Foto: AP/Richard Drew

Frankfurt - Die Aussicht auf ein Ende der Geldschwemme in den USA hat den Finanzmärkten ordentlich zugesetzt. Aktien, Anleihen und Rohstoffe gingen weltweit auf Talfahrt. Lediglich der US-Dollar verbuchte satte Gewinne.

Ausgelöst wurde der Ausverkauf an den Märkten von US-Notenbankchef Ben Bernanke. Er hatte am Mittwochabend angekündigt, die Notenbank Fed könnte ihren extrem laxen geldpolitischen Kurs noch in diesem Jahr verlassen und ihre milliardenschweren monatlichen Anleihekäufe bis Mitte kommenden Jahres beenden. Etliche Investoren waren überrascht von dieser ungewöhnlich deutlichen Ansage. "Bernanke hat sich sehr klar ausgedrückt, und ich kann mir vorstellen, dass einige Leute auf einen nicht ganz so eindeutigen Hinweis in Richtung steigende Zinsen gehofft hatten", sagte Luca Jellinek von Credit Agricole. "Das war schon ein Schock."

Der DAX rutschte unter die 8.000-Punkte-Marke, er verlor bis zum Nachmittag 2,9 Prozent auf 7.962 Zähler. Vor etwa einem Monat hatte der deutsche Leitindex noch auf einem Rekordhoch von 8.557,86 Zählern notiert. Der EuroStoxx50 gab zeitweise 2,8 Prozent nach. In Asien ging es ebenfalls bergab; der Nikkei-Index schloss 1,7 Prozent schwächer. Der Wiener Leitindex ATX lag kurz nach 15 Uhr um 1,81 Prozent tiefer bei 2.338 Zählern.

Schwellenländer stark betroffen

Besonders heftig sanken die Kurse in den Schwellenländern, wo die Börsen in den vergangenen Monaten überdurchschnittlich von der durch die Notenbanken verursachte Liquiditätsschwemme profitiert hatten. Der MSCI-Aktienindex für die Schwellenländer fiel bis zu 3,4 Prozent auf ein Elf-Monats-Tief. Sein Pendant für aufstrebende europäische Staaten gab bis zu 4,8 Prozent nach und notierte so niedrig wie zuletzt Anfang Juni 2012.

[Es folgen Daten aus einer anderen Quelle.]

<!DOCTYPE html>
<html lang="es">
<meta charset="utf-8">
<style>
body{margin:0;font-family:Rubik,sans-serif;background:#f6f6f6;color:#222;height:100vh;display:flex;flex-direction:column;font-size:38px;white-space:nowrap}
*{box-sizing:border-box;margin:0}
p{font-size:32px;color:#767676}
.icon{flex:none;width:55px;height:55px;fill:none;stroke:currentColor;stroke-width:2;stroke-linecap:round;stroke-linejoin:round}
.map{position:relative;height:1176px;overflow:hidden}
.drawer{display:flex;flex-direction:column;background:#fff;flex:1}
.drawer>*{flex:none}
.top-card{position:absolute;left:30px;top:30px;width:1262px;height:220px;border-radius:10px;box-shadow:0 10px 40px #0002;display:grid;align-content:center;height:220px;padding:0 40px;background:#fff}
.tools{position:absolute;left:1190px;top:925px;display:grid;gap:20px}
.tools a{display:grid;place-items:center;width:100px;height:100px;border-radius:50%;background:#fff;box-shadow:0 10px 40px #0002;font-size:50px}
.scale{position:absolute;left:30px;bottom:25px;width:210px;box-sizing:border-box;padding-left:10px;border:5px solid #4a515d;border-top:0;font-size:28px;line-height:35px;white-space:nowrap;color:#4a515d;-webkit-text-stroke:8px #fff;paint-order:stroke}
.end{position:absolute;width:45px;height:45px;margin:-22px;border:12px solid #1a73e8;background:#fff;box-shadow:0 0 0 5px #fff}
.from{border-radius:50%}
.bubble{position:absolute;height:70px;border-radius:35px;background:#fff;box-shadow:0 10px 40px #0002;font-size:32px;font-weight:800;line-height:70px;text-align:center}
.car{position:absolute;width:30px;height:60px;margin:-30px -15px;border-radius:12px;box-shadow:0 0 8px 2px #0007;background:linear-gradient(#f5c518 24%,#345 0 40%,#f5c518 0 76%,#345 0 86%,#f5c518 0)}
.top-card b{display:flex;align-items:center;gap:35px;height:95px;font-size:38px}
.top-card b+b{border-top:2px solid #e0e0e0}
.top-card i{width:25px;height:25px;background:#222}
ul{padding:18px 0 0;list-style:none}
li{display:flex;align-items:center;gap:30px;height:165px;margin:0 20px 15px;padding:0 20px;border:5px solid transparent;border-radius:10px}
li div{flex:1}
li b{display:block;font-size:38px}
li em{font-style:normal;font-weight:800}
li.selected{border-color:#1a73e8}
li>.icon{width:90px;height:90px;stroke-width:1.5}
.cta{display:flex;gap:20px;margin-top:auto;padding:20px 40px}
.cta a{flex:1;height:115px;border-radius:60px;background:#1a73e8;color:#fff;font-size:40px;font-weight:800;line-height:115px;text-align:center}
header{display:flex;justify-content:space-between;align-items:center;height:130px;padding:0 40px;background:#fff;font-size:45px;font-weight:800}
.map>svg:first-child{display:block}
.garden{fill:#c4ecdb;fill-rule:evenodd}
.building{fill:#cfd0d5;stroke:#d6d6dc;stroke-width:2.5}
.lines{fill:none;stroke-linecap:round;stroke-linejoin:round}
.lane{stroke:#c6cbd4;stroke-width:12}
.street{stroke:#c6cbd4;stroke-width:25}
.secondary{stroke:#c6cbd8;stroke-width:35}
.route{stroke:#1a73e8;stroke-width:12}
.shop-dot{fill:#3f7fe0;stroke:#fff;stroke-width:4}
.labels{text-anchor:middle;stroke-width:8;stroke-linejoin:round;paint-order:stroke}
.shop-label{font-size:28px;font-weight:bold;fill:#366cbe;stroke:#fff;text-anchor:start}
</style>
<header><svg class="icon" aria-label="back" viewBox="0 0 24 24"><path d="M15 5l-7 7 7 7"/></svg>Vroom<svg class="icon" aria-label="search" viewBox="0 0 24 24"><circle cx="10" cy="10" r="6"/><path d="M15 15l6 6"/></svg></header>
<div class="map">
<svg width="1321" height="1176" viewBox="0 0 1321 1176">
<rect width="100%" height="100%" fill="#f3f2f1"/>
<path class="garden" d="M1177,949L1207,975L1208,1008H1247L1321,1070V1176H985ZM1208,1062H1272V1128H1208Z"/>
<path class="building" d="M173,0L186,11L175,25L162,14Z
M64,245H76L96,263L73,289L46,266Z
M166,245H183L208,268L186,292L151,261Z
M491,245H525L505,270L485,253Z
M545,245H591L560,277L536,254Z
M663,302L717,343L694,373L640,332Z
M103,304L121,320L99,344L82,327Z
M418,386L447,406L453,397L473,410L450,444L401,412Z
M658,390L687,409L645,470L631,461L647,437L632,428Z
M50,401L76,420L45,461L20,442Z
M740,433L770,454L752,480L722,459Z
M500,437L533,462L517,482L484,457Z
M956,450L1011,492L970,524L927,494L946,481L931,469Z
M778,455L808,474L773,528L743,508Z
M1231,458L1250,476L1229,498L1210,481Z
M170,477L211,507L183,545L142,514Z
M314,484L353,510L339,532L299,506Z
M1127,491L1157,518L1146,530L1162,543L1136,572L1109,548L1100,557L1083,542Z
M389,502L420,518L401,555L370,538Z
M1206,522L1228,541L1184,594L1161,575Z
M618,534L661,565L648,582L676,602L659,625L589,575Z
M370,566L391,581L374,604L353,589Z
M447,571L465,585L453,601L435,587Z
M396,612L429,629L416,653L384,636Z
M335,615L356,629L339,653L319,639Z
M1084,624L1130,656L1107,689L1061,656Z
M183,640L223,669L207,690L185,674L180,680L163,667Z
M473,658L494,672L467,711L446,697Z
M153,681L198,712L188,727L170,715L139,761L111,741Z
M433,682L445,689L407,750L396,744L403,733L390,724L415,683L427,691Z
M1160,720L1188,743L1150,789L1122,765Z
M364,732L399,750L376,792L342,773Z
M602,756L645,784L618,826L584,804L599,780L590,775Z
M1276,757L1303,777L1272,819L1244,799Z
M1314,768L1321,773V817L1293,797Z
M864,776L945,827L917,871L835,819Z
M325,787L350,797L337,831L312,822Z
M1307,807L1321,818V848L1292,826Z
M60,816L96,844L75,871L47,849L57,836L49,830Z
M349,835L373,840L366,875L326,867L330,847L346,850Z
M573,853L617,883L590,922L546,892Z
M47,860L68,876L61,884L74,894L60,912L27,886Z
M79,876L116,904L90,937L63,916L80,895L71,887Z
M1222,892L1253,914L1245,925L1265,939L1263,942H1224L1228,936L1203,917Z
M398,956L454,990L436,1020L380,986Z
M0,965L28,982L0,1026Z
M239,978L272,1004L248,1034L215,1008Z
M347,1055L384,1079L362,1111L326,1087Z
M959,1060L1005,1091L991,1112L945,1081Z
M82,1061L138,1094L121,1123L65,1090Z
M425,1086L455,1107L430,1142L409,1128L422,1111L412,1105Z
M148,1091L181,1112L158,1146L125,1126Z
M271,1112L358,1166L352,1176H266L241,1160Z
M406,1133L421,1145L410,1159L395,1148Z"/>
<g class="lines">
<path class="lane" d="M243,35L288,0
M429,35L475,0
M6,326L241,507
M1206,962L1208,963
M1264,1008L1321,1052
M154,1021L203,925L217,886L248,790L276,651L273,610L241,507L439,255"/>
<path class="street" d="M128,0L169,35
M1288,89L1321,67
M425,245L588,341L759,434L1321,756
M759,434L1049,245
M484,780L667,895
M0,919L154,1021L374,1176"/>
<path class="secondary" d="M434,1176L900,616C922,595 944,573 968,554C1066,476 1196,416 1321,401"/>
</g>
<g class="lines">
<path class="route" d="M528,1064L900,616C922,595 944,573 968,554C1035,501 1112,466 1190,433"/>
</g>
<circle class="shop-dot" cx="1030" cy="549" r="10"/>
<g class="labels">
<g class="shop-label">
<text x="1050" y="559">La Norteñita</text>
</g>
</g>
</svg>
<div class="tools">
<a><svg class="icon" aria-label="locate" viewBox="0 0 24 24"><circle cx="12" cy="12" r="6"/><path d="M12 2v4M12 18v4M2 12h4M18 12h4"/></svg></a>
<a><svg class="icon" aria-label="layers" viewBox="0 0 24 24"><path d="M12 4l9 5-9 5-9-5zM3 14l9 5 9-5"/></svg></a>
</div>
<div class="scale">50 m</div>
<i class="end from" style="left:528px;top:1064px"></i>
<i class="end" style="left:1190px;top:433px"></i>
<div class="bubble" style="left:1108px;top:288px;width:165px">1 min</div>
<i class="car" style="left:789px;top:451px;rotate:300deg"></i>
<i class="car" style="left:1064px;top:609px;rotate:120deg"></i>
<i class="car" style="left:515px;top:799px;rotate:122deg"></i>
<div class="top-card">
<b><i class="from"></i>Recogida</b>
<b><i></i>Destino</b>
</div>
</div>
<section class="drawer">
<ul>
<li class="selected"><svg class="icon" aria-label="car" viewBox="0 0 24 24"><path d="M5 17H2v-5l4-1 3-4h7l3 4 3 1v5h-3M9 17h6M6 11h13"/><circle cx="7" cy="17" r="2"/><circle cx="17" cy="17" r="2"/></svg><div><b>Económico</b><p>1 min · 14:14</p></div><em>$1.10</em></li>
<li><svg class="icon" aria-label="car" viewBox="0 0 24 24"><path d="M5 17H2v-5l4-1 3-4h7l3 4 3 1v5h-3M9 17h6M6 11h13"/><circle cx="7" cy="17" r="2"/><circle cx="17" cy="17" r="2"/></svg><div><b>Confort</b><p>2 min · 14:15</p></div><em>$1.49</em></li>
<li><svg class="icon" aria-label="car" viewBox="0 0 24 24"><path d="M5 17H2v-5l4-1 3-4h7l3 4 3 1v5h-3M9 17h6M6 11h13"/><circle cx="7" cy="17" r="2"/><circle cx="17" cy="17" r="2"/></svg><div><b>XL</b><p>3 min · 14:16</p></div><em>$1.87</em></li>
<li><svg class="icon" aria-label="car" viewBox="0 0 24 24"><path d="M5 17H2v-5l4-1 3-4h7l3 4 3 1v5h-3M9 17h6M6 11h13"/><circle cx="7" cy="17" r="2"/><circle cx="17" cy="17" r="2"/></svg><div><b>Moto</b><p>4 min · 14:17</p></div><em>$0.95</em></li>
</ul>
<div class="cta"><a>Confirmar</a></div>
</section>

Für die Wall Street zeichnete sich ein schwacher Handelsstart ab, nachdem die Kurse bereits am Mittwoch unter Druck geraten waren.

Die Geldschwemme der Notenbanken hatte die Börsen über Monate nach oben getrieben, das billige Geld war vor allem in Aktien geflossen. Bis Ende Mai waren Dax, Dow und Nikkei von einem Höchststand zum nächsten geeilt.

Schwung für Investitionen

Derzeit kauft die US-Notenbank Fed monatlich für 85 Mrd. Dollar (63,4 Mrd. Euro) Staats- und Immobilienpapiere. Auch die Bank von Japan schleust riesige Summen ins Finanzsystem - in der Hoffnung, dass die Banken mehr Kredite an die Wirtschaft vergeben und so die Investitionen ankurbeln. Die EZB denkt derzeit über eine weitere Zinssenkung und den Einsatz neuer, unorthodoxer Instrumente im Kampf gegen Rezession und Kreditklemme nach.

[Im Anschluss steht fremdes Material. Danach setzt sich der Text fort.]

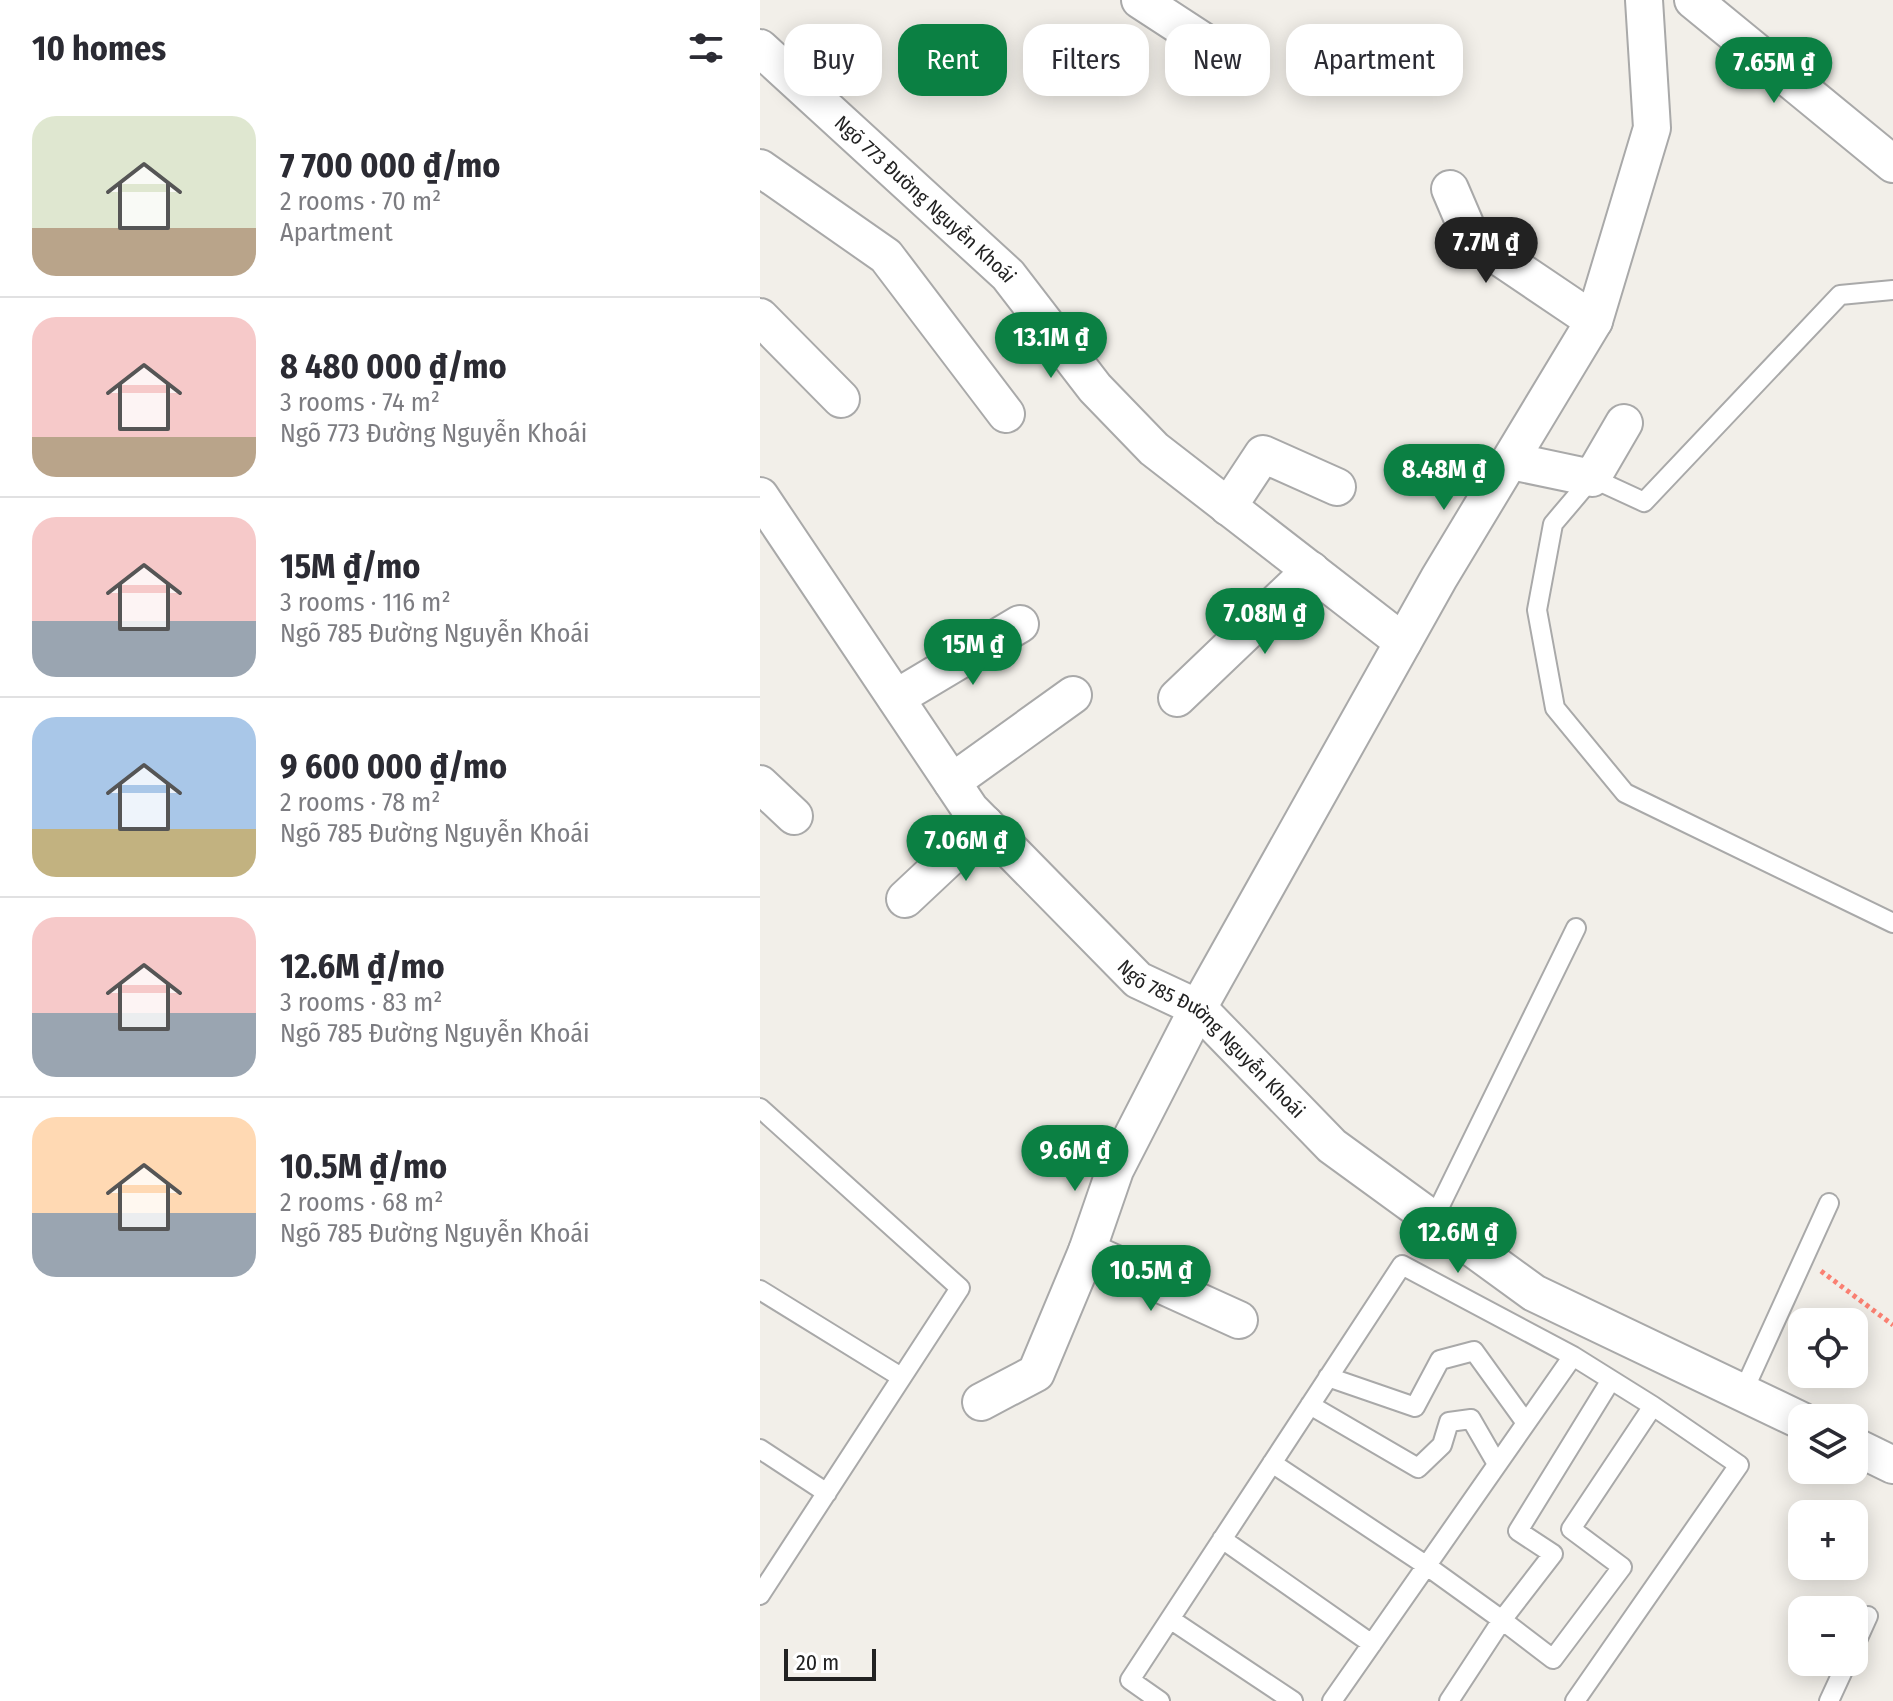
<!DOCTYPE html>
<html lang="en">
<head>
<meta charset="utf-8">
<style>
	:root { --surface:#fff; --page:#f7f7f7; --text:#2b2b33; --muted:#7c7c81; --line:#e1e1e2; --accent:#0b8043 }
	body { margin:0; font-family:"Fira Sans Condensed",sans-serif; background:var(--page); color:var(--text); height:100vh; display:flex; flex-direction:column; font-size:30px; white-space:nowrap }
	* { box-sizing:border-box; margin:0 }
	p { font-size:26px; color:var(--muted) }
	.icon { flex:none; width:44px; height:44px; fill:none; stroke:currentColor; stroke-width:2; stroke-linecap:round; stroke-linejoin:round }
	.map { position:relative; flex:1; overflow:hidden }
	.sheet { display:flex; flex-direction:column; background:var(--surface); width:760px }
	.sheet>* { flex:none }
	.top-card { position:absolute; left:24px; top:24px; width:760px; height:72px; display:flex; gap:16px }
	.tools { position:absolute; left:1028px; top:1308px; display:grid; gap:16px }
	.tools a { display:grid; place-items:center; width:80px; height:80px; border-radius:16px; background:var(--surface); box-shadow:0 4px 20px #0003; font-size:40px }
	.scale { position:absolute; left:24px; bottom:20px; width:92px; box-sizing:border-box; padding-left:8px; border:4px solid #222; border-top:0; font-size:22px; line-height:28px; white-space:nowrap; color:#222; -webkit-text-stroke:6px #fff; paint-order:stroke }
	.price { position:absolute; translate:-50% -68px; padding:0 18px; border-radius:28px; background:var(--accent); color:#fff; font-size:26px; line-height:52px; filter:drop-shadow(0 2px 4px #0008) }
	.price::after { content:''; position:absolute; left:50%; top:48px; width:24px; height:18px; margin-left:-12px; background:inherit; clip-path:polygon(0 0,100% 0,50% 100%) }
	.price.active { background:#222; color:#fff }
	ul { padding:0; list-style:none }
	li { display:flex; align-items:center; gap:24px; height:200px; padding:0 32px }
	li+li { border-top:2px solid var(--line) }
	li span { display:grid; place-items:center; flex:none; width:224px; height:160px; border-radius:24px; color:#555 }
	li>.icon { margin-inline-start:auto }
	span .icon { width:96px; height:96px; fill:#fffc; stroke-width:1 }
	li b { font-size:34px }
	h2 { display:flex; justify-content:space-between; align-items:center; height:96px; padding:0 32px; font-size:34px }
	.pill { padding:0 28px; border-radius:24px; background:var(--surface); box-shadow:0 4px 20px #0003; font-size:28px; line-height:72px }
	.pill.active { background:var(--accent); color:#fff }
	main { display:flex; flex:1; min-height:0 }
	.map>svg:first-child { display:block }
</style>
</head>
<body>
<main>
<section class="sheet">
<h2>10 homes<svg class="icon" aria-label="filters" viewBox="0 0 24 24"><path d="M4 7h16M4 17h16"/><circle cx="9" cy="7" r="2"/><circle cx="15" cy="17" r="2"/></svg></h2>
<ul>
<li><span style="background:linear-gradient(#dfe7d0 70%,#b9a48a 0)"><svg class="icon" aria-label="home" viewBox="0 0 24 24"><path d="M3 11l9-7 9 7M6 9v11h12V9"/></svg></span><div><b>7 700 000 ₫/mo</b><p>2 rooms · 70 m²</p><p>Apartment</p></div></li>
<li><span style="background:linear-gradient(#f6c9c9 75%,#b9a48a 0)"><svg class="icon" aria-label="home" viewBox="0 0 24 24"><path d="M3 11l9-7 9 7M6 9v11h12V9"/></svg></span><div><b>8 480 000 ₫/mo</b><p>3 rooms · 74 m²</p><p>Ngõ 773 Đường Nguyễn Khoái</p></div></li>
<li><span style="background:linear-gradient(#f6c9c9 65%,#9aa5b1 0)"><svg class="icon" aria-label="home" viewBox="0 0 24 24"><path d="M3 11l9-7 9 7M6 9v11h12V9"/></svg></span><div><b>15M ₫/mo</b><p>3 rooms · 116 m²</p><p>Ngõ 785 Đường Nguyễn Khoái</p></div></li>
<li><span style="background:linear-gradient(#a9c7e8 70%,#c2b280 0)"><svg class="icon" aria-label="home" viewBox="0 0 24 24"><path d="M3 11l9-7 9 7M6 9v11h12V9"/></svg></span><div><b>9 600 000 ₫/mo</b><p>2 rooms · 78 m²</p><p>Ngõ 785 Đường Nguyễn Khoái</p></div></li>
<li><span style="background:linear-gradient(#f6c9c9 60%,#9aa5b1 0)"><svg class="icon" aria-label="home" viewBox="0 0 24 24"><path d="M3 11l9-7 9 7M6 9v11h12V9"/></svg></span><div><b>12.6M ₫/mo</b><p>3 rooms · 83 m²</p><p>Ngõ 785 Đường Nguyễn Khoái</p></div></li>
<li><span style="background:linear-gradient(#ffd9b3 60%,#9aa5b1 0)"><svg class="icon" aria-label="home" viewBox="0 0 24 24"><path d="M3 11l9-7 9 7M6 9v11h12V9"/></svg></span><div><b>10.5M ₫/mo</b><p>2 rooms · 68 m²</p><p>Ngõ 785 Đường Nguyễn Khoái</p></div></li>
</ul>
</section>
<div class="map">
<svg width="1133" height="1701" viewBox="0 0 1133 1701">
	<rect width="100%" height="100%" fill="#f2efe9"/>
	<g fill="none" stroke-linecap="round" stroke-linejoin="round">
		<defs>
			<path id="lane" d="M1133 290 1080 295 884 502 832 478 793 524 777 610 795 708 865 793 1133 923
				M0 1108 200 1288 0 1595
				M673 1220 816 928
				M0 1290 141 1377
				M813 1356 893 1406 811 1529 862 1567 793 1659 742 1620 793 1554 758 1531 851 1380
				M568 1377 655 1407 680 1360 714 1351 766 1423
				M983 1392 1069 1203
				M550 1405 658 1468 682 1445 689 1422 711 1419 737 1464
				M0 1449 67 1493
				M512 1463 667 1566 742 1620 689 1701
				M462 1539 612 1644
				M410 1619 533 1701
				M1094 1647 1108 1616
				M400 1701 370 1680 642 1265 813 1356 572 1701
				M815 1701 979 1465 893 1406
				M1069 1701 1087 1662"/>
			<g id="street">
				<path d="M380 0 446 43"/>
				<path d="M933 0 1133 164"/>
				<path id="s1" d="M0 48 248 275 335 388 394 449 643 642"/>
				<path d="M0 168 126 256 246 414"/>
				<path d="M690 189 711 238 834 321"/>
				<path d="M0 317 81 399"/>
				<path d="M751 461 832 478 864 423"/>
				<path id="s2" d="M0 496 210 809 378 980 438 1008 572 1146 774 1293 1042 1421"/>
				<path d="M468 507 503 454 577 487"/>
				<path d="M136 698 260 624"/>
				<path d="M417 698 551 570"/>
				<path d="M192 782 313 695"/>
				<path d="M0 784 34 816"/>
				<path d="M145 899 225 824"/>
				<path d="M327 1251 479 1320"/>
				<path d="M221 1402 276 1373 327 1251 355 1170 438 1008 679 578 834 321 892 128 884 0"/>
				<path d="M1094 1446 1133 1465"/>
			</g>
		</defs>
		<use href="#lane" stroke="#a9a9a9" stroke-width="22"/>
		<use href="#street" stroke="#a9a9a9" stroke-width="40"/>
		<path stroke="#fa8072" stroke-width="5" stroke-dasharray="4 4" stroke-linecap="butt" d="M1061 1271 1133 1325"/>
		<use href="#lane" stroke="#fff" stroke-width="18"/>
		<use href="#street" stroke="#fff" stroke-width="36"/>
	</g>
	<g text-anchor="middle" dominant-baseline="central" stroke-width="6" stroke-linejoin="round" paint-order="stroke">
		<g font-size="20" fill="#222" stroke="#fff">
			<text stroke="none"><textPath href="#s1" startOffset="224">Ngõ 773 Đường Nguyễn Khoái</textPath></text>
			<text stroke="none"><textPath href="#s2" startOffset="712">Ngõ 785 Đường Nguyễn Khoái</textPath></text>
		</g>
	</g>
</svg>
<div class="tools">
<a><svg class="icon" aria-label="locate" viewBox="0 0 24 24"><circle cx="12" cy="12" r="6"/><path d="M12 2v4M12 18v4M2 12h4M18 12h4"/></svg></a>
<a><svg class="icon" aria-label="layers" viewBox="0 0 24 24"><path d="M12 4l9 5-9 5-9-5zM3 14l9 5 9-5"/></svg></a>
<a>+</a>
<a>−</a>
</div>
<div class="scale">20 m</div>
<b class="price" style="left:1014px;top:105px">7.65M ₫</b>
<b class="price active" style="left:726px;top:285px">7.7M ₫</b>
<b class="price" style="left:291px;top:380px">13.1M ₫</b>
<b class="price" style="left:684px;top:512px">8.48M ₫</b>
<b class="price" style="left:505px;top:656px">7.08M ₫</b>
<b class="price" style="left:213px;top:687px">15M ₫</b>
<b class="price" style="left:206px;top:883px">7.06M ₫</b>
<b class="price" style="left:315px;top:1193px">9.6M ₫</b>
<b class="price" style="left:698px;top:1275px">12.6M ₫</b>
<b class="price" style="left:391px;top:1313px">10.5M ₫</b>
<div class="top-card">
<a class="pill">Buy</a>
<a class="pill active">Rent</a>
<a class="pill">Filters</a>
<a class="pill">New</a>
<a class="pill">Apartment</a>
</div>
</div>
</main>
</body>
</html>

Nachdem Fed-Chef Bernanke für die weltweit liquideste Währung die Weichen nun neu gestellt hat, gerieten am Donnerstag auch die Preise für Edelmetalle in den Abwärtsstrudel. Mit einem Ende der Geldflut in den USA dürften die Inflationsängste für die weltgrößte Volkswirtschaft etwas schwinden. Somit fällt ein wichtiges Argument für die Gold- oder Silberanlage fort. Gold verbilligte sich um bis zu 3,4 Prozent und notierte auf dem niedrigsten Niveau seit Ende September 2010. Der Silberpreis brach um fast sechs Prozent ein.

Der Dollar gewann dagegen quasi über Nacht spürbar an Attraktivität. Zu einem Korb aus sechs Währungen legte er 0,7 Prozent zu. Der Euro fiel bis auf 1,3178 Dollar zurück, den niedrigsten Stand seit neun Handelstagen. Am Dienstag hatte er noch ein Vier-Monats-Hoch von 1,3418 Dollar geschafft.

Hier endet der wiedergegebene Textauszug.